[Dataset entries]
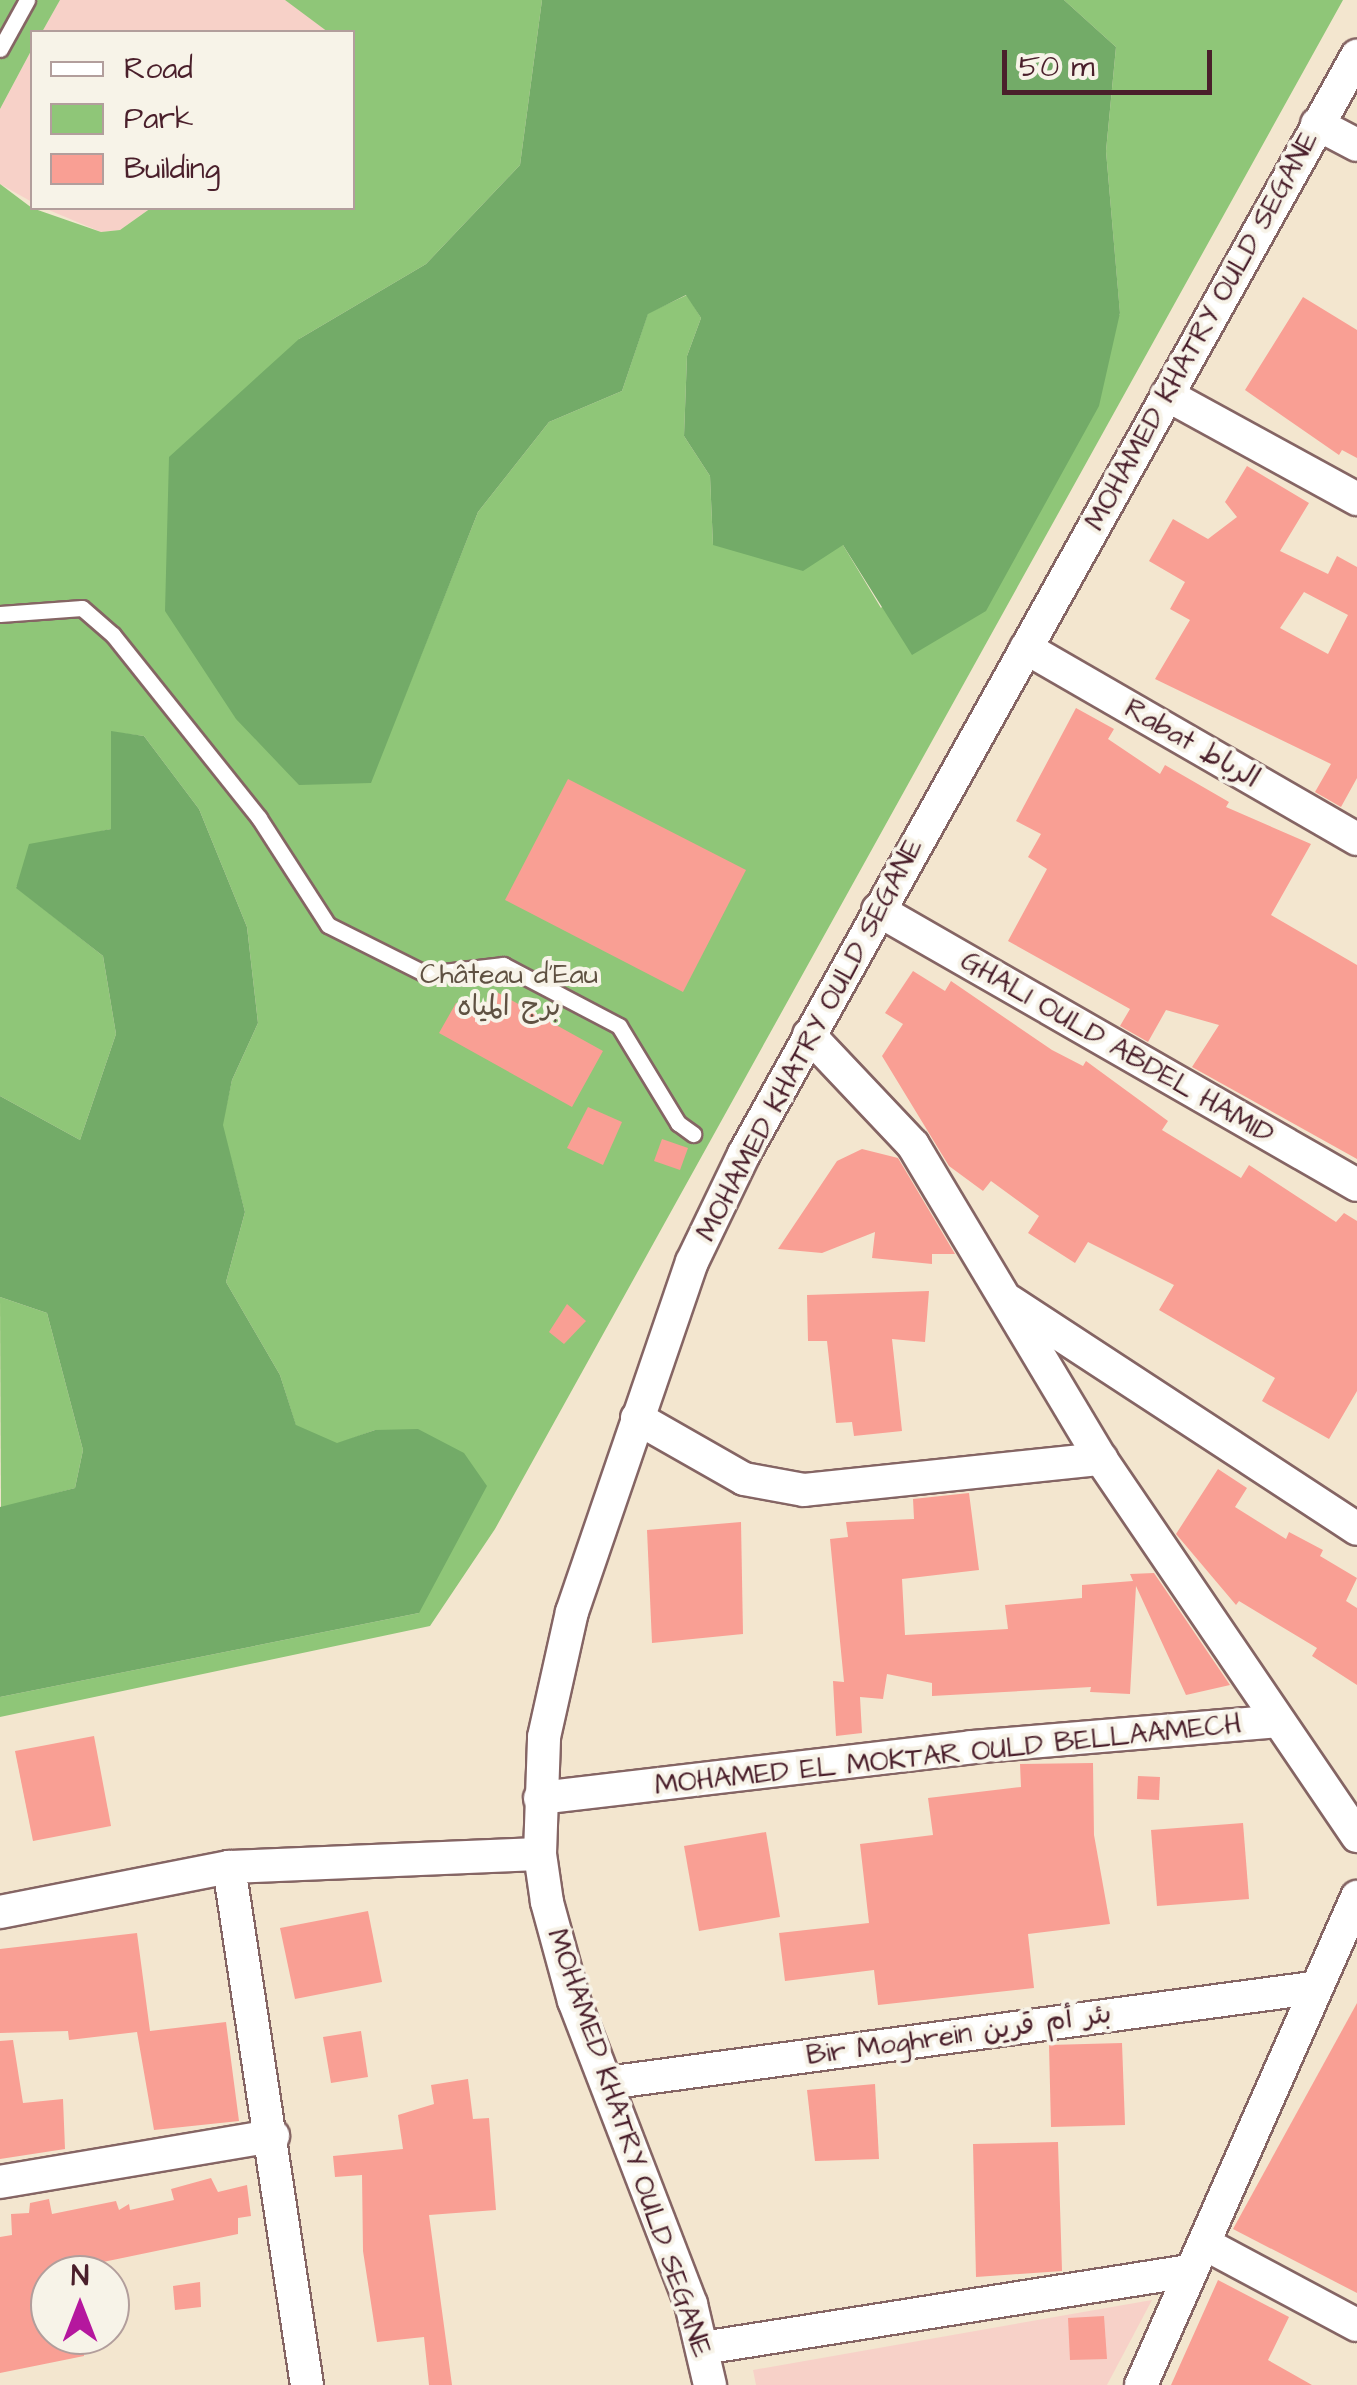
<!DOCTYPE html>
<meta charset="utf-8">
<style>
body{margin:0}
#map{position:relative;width:1357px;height:2385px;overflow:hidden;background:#f3e6cf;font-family:"Architects Daughter","Playpen Sans Arabic",sans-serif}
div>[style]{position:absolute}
.built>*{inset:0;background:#f7d1c8}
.green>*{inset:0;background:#8fc678}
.forest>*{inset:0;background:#73ab68}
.building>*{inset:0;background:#f99f94}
.roads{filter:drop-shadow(2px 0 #856564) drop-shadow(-2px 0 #856564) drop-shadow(0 2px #856564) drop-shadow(0 -2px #856564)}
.service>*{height:15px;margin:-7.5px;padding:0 7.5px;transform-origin:7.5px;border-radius:7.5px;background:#fff}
.minor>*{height:32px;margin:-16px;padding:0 16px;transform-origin:16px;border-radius:16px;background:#fff}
span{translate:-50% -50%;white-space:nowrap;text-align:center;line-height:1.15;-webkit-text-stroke:8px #f7f3e8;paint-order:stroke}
.street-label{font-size:28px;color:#4a1f2b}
.park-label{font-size:28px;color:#5f5142}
.legend{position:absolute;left:30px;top:30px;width:325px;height:180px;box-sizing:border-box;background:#f7f3e8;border:2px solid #b29e9c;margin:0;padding:12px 18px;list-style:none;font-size:30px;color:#4a1f2b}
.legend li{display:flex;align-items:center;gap:20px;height:50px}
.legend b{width:50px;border:2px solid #b29e9c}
.north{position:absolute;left:30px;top:2255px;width:100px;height:100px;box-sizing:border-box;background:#f7f3e8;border:2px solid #b29e9c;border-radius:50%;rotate:0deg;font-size:28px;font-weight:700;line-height:40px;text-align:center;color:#4a1f2b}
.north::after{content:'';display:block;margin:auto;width:35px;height:45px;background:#b5179e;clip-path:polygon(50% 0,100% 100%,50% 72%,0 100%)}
.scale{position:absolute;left:1002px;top:50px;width:210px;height:45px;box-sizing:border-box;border:5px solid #4a1f2b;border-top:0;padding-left:12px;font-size:30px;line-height:35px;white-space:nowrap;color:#4a1f2b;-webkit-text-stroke:8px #f7f3e8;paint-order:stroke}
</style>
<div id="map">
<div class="built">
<div style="clip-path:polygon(60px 0,285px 0,330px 30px,42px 32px)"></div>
<div style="clip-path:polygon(32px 49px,32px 202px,0 184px,0 109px)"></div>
<div style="clip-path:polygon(44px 208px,151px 208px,120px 230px,101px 232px)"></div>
<div style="clip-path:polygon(1152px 2300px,1107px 2385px,756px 2385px,753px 2370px)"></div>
</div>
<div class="green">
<div style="clip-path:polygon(0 0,60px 0,42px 32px,32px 32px,32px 49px,0 109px)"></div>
<div style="clip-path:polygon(285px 0,542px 0,520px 165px,426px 264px,299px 339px,370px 783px,478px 512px,549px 422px,622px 391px,648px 313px,687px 295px,701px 318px,687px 356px,684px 436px,710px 476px,713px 545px,843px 545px,881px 608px,1120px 314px,1106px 151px,1116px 47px,1064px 0,1343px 0,495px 1529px,430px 1626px,0 1717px,0 1697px,419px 1613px,375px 1430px,337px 1444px,296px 1426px,280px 1375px,226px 1282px,245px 1212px,222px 1125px,232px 1080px,258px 1023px,247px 927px,199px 809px,144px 736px,111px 732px,111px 829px,76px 837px,16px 887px,103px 956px,116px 1034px,80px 1140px,0 1096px,0 184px,32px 208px,101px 232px,120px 230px,151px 208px,352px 208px,352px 32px,328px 32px)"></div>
<div style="clip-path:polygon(0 1297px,47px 1313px,83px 1450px,75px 1488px,1px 1508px)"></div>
</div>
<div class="forest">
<div style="clip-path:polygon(542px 0,1064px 0,1116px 47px,1106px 151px,1120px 313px,1099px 406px,986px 611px,912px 655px,843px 545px,803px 571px,713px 545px,710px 476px,684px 436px,687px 356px,701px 318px,686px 295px,648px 314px,622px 391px,549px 422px,478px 512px,371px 783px,299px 785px,236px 719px,165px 611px,169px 457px,299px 339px,426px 264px,520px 165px)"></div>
<div style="clip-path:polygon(111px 731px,144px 736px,199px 809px,247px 927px,258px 1023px,232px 1080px,223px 1125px,245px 1212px,226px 1282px,280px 1375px,296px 1425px,337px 1443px,375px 1430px,418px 1429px,464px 1453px,487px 1486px,419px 1613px,0 1697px,0 1507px,75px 1488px,83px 1450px,47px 1313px,0 1297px,0 1096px,80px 1140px,116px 1034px,103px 956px,16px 888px,29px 844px,111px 829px)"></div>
</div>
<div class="building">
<div style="clip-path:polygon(1303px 297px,1357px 330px,1357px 458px,1342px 450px,1339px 455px,1245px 390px)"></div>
<div style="clip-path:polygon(evenodd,1247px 466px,1309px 503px,1280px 551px,1328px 574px,1337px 556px,1357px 567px,1357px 778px,1341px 807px,1315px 792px,1331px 764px,1155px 679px,1190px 620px,1170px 609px,1185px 582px,1149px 561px,1173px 519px,1208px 539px,1237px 517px,1225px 502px,1247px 466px,1304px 592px,1348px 615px,1328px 654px,1280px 628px,1304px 592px)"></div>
<div style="clip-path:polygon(1076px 708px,1114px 729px,1108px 739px,1160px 774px,1165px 765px,1229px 802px,1226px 807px,1311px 844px,1271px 915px,1357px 965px,1357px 1159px,1192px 1067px,1219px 1025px,1166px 1010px,1148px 1042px,1120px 1026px,1130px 1009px,1008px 941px,1047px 869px,1028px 857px,1041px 834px,1016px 821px)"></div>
<div style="clip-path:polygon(568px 779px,746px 870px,683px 992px,505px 900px)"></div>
<div style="clip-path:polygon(913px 971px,945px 991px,951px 981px,1052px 1050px,1083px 1066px,1086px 1061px,1168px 1121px,1162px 1130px,1241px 1178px,1249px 1165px,1336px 1222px,1344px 1213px,1357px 1221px,1357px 1391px,1329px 1439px,1262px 1401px,1275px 1378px,1159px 1310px,1174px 1285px,1088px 1242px,1075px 1263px,1028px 1233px,1039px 1216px,991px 1181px,983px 1191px,949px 1166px,882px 1056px,903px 1024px,885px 1013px)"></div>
<div style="clip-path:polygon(493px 990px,603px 1051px,572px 1107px,439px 1033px,456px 1003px,479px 1015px)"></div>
<div style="clip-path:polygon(588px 1107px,622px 1122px,603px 1165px,567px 1148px)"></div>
<div style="clip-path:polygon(662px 1139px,688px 1148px,680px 1170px,654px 1161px)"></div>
<div style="clip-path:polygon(862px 1149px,898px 1158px,955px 1254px,932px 1254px,932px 1264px,872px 1258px,875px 1232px,822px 1253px,778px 1249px,837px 1161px)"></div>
<div style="clip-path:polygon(929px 1291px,925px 1342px,892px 1339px,902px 1431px,854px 1436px,852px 1422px,836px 1423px,827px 1341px,808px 1341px,807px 1295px)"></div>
<div style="clip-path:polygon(567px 1304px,586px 1321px,564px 1344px,549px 1332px)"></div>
<div style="clip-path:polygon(1218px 1469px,1247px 1488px,1235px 1507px,1286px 1539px,1289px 1532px,1323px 1550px,1320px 1556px,1357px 1578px,1346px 1601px,1357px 1608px,1357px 1685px,1312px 1656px,1317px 1648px,1239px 1601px,1236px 1605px,1176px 1534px)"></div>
<div style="clip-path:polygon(969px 1493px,979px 1570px,902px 1579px,905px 1635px,1008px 1629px,1005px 1605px,1082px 1598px,1082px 1585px,1133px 1581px,1130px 1574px,1154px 1573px,1230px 1685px,1186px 1695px,1136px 1586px,1130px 1694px,1090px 1692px,1091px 1687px,932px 1696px,932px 1683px,887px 1674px,883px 1699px,860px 1697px,862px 1733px,836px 1736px,833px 1681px,844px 1682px,830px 1539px,848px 1537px,846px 1522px,914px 1519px,913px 1499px)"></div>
<div style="clip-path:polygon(741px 1522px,743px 1634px,652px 1643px,647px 1530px)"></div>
<div style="clip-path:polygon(94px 1736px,111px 1826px,33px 1841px,15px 1751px)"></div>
<div style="clip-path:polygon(1093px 1763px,1094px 1835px,1110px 1924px,1028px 1934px,1034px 1988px,878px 2005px,874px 1970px,785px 1981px,779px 1933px,869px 1923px,860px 1844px,933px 1835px,928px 1798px,1021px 1787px,1020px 1764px)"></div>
<div style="clip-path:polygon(1138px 1776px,1160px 1777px,1159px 1800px,1137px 1799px)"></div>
<div style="clip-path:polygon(1243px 1823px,1249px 1899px,1157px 1906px,1151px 1830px)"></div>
<div style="clip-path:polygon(766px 1832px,780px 1917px,699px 1931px,684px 1846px)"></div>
<div style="clip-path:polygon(368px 1911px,382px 1982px,295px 1999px,280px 1928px)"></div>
<div style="clip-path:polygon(137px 1933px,150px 2031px,226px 2022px,239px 2121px,154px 2130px,137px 2032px,69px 2040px,68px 2031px,0 2033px,0 1949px)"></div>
<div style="clip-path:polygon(1357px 2003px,1357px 2293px,1233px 2229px)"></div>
<div style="clip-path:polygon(361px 2031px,368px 2077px,331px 2083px,323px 2037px)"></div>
<div style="clip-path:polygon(13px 2040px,23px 2103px,63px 2099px,65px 2149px,0 2159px,0 2041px)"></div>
<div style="clip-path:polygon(1122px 2043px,1125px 2125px,1051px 2127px,1049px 2045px)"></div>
<div style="clip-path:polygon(468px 2079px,473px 2119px,489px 2118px,496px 2210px,429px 2215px,452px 2385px,429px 2385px,424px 2337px,377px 2342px,363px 2251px,362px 2175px,335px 2177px,333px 2156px,403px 2149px,398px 2115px,434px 2104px,431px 2085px)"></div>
<div style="clip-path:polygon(875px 2084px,879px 2159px,815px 2161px,807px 2090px)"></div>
<div style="clip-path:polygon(1058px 2142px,1062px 2271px,976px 2277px,973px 2144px)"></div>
<div style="clip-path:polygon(211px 2178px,218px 2192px,247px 2185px,251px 2216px,238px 2218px,238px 2234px,50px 2273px,50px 2335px,83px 2335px,84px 2356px,0 2373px,0 2237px,12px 2235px,11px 2214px,29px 2213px,30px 2203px,49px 2199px,52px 2214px,116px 2201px,119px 2210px,129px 2204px,130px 2210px,174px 2200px,171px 2189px)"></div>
<div style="clip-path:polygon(1218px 2280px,1289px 2317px,1268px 2360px,1312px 2385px,1171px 2385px)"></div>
<div style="clip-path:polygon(200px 2282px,201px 2307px,175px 2310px,173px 2286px)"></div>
<div style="clip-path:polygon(1104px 2316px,1107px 2359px,1070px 2360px,1068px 2318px)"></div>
</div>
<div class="roads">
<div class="service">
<div style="left:0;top:49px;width:56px;rotate:-61.1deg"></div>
<div style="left:0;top:614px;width:82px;rotate:-4.2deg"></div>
<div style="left:82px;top:608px;width:41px;rotate:41.1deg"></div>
<div style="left:113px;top:635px;width:234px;rotate:51.4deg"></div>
<div style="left:259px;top:818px;width:127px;rotate:57.2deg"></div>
<div style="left:328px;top:925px;width:110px;rotate:26.6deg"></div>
<div style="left:426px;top:974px;width:78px;rotate:-6.7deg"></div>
<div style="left:503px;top:965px;width:131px;rotate:27.7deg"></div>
<div style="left:619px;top:1026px;width:114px;rotate:58.7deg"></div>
<div style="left:678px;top:1123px;width:19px;rotate:36deg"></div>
</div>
<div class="minor">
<div style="left:1317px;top:124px;width:45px;rotate:27.7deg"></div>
<div style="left:1167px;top:395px;width:217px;rotate:28.7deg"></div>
<div style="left:1026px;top:648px;width:382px;rotate:30deg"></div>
<div style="left:878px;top:910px;width:552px;rotate:29.86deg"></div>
<div style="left:809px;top:1035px;width:151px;rotate:46.6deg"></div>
<div style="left:913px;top:1145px;width:366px;rotate:59.1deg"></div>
<div style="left:1101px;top:1459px;width:456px;rotate:55.8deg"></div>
<div style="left:1009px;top:1301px;width:416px;rotate:33.2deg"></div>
<div style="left:637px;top:1418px;width:123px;rotate:29.7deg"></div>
<div style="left:744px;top:1479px;width:61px;rotate:10.4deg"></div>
<div style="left:804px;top:1490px;width:299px;rotate:-6deg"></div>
<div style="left:540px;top:1798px;width:434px;rotate:-6.7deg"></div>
<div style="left:971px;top:1747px;width:308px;rotate:-4.8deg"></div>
<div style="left:229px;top:1867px;width:524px;rotate:81.44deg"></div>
<div style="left:0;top:1912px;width:233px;rotate:-11.1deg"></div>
<div style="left:229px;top:1867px;width:311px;rotate:-2.4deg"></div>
<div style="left:607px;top:2083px;width:711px;rotate:-7.67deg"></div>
<div style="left:0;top:2182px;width:277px;rotate:-9.6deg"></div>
<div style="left:1205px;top:2244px;width:172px;rotate:28.1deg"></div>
<div style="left:703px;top:2348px;width:493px;rotate:-9deg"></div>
<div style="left:710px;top:2385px;width:83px;rotate:-103.2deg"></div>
<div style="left:691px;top:2304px;width:325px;rotate:-111.1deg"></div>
<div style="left:574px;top:2001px;width:103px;rotate:-105.3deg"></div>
<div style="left:547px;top:1902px;width:49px;rotate:-98.3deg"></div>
<div style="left:540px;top:1854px;width:117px;rotate:-88deg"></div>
<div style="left:544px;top:1737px;width:128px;rotate:-77.4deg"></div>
<div style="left:572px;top:1612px;width:370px;rotate:-71.1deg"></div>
<div style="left:692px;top:1262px;width:120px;rotate:-64.3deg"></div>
<div style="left:744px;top:1154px;width:1258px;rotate:-60.83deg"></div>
<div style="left:1141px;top:2385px;width:534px;rotate:-66.12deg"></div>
</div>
</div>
<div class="street-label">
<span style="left:1202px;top:331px;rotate:-61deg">MOHAMED KHATRY OULD SEGANE</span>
<span style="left:1192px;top:744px;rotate:30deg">Rabat الرباط</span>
<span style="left:810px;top:1040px;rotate:-62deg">MOHAMED KHATRY OULD SEGANE</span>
<span style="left:1117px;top:1048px;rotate:30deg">GHALI OULD ABDEL HAMID</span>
<span style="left:948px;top:1755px;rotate:-6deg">MOHAMED EL MOKTAR OULD BELLAAMECH</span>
<span style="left:959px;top:2035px;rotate:-8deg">Bir Moghrein بئر أم قرين</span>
<span style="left:629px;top:2143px;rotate:71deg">MOHAMED KHATRY OULD SEGANE</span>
</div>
<div class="park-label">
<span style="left:509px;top:991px">Château d'Eau<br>برج المياه</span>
</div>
<ul class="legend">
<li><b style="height:12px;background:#fff"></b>Road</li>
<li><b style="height:28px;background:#8fc678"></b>Park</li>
<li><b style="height:28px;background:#f99f94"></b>Building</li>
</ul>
<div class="north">N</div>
<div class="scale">50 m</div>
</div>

Task details - Begin at the top of the records above and retype each line exactly until the line containing "0 #856564) drop-shadow(-2px", which is included. Skip all pictures.

Reply to the task -
<!DOCTYPE html>
<meta charset="utf-8">
<style>
body{margin:0}
#map{position:relative;width:1357px;height:2385px;overflow:hidden;background:#f3e6cf;font-family:"Architects Daughter","Playpen Sans Arabic",sans-serif}
div>[style]{position:absolute}
.built>*{inset:0;background:#f7d1c8}
.green>*{inset:0;background:#8fc678}
.forest>*{inset:0;background:#73ab68}
.building>*{inset:0;background:#f99f94}
.roads{filter:drop-shadow(2px 0 #856564) drop-shadow(-2px 0 #856564) drop-shadow(0 2px #856564) drop-shadow(0 -2px #856564)}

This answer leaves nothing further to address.